Transcribe the records that follow, keeping every word as it stands.

##### DATA PROVIDED #####

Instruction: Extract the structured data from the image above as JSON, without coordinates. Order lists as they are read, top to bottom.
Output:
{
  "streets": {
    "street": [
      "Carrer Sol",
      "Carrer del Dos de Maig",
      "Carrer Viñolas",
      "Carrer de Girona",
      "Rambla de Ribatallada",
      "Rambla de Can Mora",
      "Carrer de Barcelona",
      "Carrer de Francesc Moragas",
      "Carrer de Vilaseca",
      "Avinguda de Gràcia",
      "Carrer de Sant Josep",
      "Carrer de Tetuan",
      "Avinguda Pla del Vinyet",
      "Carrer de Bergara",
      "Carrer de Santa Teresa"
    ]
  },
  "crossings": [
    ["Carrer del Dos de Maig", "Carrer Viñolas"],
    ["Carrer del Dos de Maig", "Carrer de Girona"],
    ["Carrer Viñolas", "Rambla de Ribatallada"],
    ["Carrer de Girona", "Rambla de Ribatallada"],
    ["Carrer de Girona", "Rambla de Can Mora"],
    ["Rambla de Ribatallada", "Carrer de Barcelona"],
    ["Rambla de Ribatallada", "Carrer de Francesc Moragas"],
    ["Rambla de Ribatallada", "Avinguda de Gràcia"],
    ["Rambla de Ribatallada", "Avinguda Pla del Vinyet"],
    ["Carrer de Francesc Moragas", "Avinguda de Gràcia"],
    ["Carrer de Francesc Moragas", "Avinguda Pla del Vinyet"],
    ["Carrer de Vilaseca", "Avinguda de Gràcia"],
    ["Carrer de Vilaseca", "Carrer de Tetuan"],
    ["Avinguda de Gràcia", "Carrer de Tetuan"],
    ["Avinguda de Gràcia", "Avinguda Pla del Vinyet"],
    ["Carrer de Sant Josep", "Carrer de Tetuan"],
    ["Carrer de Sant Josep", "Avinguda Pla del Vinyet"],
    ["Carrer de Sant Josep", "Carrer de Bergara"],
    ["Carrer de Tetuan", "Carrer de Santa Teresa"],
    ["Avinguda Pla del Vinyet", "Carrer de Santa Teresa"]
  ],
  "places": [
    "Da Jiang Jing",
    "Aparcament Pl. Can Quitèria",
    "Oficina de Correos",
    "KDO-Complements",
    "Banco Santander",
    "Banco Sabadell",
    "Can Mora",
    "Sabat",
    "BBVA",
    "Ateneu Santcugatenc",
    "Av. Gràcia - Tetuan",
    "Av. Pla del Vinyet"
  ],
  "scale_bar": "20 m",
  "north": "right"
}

#####

TASK OUTPUT:
Instruction: Extract the structured data from the image above as JSON, without coordinates. Order lists as they are read, top to bottom.
Output:
{
  "streets": {
    "street": [
      "Carrer Sol",
      "Carrer del Dos de Maig",
      "Carrer Viñolas",
      "Carrer de Girona",
      "Rambla de Ribatallada",
      "Rambla de Can Mora",
      "Carrer de Barcelona",
      "Carrer de Francesc Moragas",
      "Carrer de Vilaseca",
      "Avinguda de Gràcia",
      "Carrer de Sant Josep",
      "Carrer de Tetuan",
      "Avinguda Pla del Vinyet",
      "Carrer de Bergara",
      "Carrer de Santa Teresa"
    ]
  },
  "crossings": [
    ["Carrer del Dos de Maig", "Carrer Viñolas"],
    ["Carrer del Dos de Maig", "Carrer de Girona"],
    ["Carrer Viñolas", "Rambla de Ribatallada"],
    ["Carrer de Girona", "Rambla de Ribatallada"],
    ["Carrer de Girona", "Rambla de Can Mora"],
    ["Rambla de Ribatallada", "Carrer de Barcelona"],
    ["Rambla de Ribatallada", "Carrer de Francesc Moragas"],
    ["Rambla de Ribatallada", "Avinguda de Gràcia"],
    ["Rambla de Ribatallada", "Avinguda Pla del Vinyet"],
    ["Carrer de Francesc Moragas", "Avinguda de Gràcia"],
    ["Carrer de Francesc Moragas", "Avinguda Pla del Vinyet"],
    ["Carrer de Vilaseca", "Avinguda de Gràcia"],
    ["Carrer de Vilaseca", "Carrer de Tetuan"],
    ["Avinguda de Gràcia", "Carrer de Tetuan"],
    ["Avinguda de Gràcia", "Avinguda Pla del Vinyet"],
    ["Carrer de Sant Josep", "Carrer de Tetuan"],
    ["Carrer de Sant Josep", "Avinguda Pla del Vinyet"],
    ["Carrer de Sant Josep", "Carrer de Bergara"],
    ["Carrer de Tetuan", "Carrer de Santa Teresa"],
    ["Avinguda Pla del Vinyet", "Carrer de Santa Teresa"]
  ],
  "places": [
    "Da Jiang Jing",
    "Aparcament Pl. Can Quitèria",
    "Oficina de Correos",
    "KDO-Complements",
    "Banco Santander",
    "Banco Sabadell",
    "Can Mora",
    "Sabat",
    "BBVA",
    "Ateneu Santcugatenc",
    "Av. Gràcia - Tetuan",
    "Av. Pla del Vinyet"
  ],
  "scale_bar": "20 m",
  "north": "right"
}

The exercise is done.